### Task to carry out
In the data below, find the line containing "Quick job: Describe this"; reproduce that line and all subsequent lines exactly, and nothing else.

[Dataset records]
╔══

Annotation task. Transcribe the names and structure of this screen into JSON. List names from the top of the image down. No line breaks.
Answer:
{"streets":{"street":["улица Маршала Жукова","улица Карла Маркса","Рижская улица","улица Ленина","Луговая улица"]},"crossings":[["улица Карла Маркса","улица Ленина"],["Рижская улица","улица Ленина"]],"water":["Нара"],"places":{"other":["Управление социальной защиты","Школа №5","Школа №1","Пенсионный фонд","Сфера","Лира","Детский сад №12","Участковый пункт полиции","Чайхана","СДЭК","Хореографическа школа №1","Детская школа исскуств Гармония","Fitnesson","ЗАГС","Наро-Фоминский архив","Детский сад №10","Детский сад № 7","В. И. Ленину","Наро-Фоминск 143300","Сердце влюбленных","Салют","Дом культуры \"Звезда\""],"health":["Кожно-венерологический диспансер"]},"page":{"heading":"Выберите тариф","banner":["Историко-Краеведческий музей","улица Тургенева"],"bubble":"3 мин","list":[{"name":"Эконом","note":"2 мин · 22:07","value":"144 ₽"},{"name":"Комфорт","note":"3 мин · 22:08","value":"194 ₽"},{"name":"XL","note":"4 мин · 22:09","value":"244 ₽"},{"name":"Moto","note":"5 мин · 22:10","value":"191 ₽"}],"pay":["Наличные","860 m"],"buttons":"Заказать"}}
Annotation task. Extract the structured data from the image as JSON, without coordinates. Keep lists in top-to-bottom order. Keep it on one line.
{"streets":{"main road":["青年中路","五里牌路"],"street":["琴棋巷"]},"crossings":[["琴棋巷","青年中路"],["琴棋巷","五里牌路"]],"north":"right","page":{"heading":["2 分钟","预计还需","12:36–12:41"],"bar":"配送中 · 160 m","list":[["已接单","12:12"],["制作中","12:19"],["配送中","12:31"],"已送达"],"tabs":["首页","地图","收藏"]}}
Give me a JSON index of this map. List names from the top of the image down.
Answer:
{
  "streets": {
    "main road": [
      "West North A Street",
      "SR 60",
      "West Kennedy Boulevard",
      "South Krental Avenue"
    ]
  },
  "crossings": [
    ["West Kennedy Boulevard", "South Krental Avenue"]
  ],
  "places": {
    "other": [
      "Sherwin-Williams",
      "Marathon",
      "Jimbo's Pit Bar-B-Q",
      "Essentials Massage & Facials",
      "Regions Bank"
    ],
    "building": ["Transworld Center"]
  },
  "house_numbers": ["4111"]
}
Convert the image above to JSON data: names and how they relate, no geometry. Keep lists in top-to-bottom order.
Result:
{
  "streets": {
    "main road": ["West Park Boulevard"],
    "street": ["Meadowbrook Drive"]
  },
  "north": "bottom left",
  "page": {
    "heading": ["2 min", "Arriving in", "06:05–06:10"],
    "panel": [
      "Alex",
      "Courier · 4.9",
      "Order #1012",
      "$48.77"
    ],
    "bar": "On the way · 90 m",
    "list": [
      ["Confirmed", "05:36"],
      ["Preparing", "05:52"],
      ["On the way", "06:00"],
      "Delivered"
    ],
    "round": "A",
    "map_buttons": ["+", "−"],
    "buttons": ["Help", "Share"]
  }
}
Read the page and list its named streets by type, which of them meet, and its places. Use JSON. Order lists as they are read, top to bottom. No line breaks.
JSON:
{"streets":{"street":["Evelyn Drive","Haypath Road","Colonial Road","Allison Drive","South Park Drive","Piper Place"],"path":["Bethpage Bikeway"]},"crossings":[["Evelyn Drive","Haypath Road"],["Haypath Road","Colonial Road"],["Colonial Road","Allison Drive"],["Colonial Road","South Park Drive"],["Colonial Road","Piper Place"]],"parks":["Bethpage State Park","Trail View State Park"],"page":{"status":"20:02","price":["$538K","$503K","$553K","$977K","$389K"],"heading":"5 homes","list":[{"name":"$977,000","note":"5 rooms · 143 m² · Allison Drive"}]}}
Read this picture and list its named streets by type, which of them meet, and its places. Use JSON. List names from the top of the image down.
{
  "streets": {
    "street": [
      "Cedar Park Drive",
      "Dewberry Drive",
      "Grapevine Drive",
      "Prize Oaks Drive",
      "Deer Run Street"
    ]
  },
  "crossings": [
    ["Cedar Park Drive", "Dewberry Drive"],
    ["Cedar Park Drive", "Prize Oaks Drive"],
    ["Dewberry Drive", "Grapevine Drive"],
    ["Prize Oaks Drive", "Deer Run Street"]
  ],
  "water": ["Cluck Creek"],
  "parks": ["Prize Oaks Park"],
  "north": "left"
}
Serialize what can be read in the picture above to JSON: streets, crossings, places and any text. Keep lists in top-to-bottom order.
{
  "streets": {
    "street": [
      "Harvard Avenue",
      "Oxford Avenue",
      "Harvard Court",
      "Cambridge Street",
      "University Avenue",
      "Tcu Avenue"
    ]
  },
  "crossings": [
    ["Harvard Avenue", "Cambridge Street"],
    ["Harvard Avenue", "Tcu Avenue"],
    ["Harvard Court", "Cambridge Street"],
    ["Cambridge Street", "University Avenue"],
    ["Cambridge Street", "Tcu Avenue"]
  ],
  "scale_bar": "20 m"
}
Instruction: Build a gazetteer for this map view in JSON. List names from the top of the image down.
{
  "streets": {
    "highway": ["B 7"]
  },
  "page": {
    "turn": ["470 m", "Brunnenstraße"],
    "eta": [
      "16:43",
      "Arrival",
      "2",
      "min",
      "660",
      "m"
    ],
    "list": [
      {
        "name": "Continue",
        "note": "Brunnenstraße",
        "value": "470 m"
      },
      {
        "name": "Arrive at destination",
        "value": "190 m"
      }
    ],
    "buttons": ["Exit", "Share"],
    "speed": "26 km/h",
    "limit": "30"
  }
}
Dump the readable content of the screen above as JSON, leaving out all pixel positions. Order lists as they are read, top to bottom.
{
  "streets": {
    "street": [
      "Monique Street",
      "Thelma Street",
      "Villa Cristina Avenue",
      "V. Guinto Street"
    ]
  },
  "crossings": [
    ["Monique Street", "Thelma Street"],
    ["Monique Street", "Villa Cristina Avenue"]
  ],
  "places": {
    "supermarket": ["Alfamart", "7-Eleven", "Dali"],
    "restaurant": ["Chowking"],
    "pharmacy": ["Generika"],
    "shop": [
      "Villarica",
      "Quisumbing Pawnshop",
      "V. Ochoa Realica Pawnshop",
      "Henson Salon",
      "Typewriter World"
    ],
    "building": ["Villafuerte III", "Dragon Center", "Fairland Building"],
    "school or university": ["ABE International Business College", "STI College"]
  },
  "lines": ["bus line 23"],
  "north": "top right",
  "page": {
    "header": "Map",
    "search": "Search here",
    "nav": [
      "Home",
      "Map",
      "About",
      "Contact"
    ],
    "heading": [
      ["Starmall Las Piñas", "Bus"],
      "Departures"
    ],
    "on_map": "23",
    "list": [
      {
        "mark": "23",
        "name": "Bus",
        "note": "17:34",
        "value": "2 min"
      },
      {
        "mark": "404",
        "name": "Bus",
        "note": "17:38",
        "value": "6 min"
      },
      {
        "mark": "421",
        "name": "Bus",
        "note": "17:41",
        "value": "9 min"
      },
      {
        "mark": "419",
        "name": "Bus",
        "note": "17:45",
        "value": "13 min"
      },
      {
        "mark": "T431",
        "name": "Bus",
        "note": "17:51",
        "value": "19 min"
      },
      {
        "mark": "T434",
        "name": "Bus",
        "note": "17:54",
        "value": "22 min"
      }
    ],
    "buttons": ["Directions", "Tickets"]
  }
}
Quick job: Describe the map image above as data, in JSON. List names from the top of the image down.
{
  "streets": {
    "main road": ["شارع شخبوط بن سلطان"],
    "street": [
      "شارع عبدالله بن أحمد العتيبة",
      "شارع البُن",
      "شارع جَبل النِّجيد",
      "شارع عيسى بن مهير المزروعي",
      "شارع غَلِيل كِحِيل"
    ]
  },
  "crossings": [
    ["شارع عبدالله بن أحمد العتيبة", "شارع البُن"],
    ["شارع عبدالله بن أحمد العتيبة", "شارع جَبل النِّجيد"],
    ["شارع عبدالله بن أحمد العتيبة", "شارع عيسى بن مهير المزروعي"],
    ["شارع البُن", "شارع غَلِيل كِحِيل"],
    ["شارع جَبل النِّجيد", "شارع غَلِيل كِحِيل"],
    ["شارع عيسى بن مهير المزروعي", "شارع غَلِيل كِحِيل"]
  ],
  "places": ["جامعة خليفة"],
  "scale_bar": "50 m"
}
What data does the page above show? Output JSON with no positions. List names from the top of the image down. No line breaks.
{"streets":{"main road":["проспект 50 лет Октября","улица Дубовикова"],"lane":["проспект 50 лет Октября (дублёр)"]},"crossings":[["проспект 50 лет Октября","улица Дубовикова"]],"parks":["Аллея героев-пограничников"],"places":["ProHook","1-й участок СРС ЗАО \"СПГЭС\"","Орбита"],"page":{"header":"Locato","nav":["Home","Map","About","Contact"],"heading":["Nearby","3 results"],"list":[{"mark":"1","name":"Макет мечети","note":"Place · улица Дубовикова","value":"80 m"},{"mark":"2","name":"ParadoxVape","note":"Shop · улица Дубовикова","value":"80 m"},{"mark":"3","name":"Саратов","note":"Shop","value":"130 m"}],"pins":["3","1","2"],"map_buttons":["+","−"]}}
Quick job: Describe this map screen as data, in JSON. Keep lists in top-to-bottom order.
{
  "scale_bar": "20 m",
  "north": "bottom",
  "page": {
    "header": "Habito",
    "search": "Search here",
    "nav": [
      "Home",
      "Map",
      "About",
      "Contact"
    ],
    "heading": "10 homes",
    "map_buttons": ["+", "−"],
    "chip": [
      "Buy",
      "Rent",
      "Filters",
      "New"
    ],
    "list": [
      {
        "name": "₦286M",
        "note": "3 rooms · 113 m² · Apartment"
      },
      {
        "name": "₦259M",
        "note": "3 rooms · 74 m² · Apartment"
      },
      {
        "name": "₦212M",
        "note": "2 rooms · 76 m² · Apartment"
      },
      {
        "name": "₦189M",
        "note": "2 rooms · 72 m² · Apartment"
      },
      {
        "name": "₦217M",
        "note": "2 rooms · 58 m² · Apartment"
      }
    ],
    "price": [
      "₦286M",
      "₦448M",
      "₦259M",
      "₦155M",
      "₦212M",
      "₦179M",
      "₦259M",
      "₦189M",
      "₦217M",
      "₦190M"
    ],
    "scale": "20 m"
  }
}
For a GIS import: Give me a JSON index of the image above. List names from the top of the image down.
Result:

╚══

### Answer for this exercise
Quick job: Describe this map screen as data, in JSON. Keep lists in top-to-bottom order.
{
  "scale_bar": "20 m",
  "north": "bottom",
  "page": {
    "header": "Habito",
    "search": "Search here",
    "nav": [
      "Home",
      "Map",
      "About",
      "Contact"
    ],
    "heading": "10 homes",
    "map_buttons": ["+", "−"],
    "chip": [
      "Buy",
      "Rent",
      "Filters",
      "New"
    ],
    "list": [
      {
        "name": "₦286M",
        "note": "3 rooms · 113 m² · Apartment"
      },
      {
        "name": "₦259M",
        "note": "3 rooms · 74 m² · Apartment"
      },
      {
        "name": "₦212M",
        "note": "2 rooms · 76 m² · Apartment"
      },
      {
        "name": "₦189M",
        "note": "2 rooms · 72 m² · Apartment"
      },
      {
        "name": "₦217M",
        "note": "2 rooms · 58 m² · Apartment"
      }
    ],
    "price": [
      "₦286M",
      "₦448M",
      "₦259M",
      "₦155M",
      "₦212M",
      "₦179M",
      "₦259M",
      "₦189M",
      "₦217M",
      "₦190M"
    ],
    "scale": "20 m"
  }
}
For a GIS import: Give me a JSON index of the image above. List names from the top of the image down.
Result:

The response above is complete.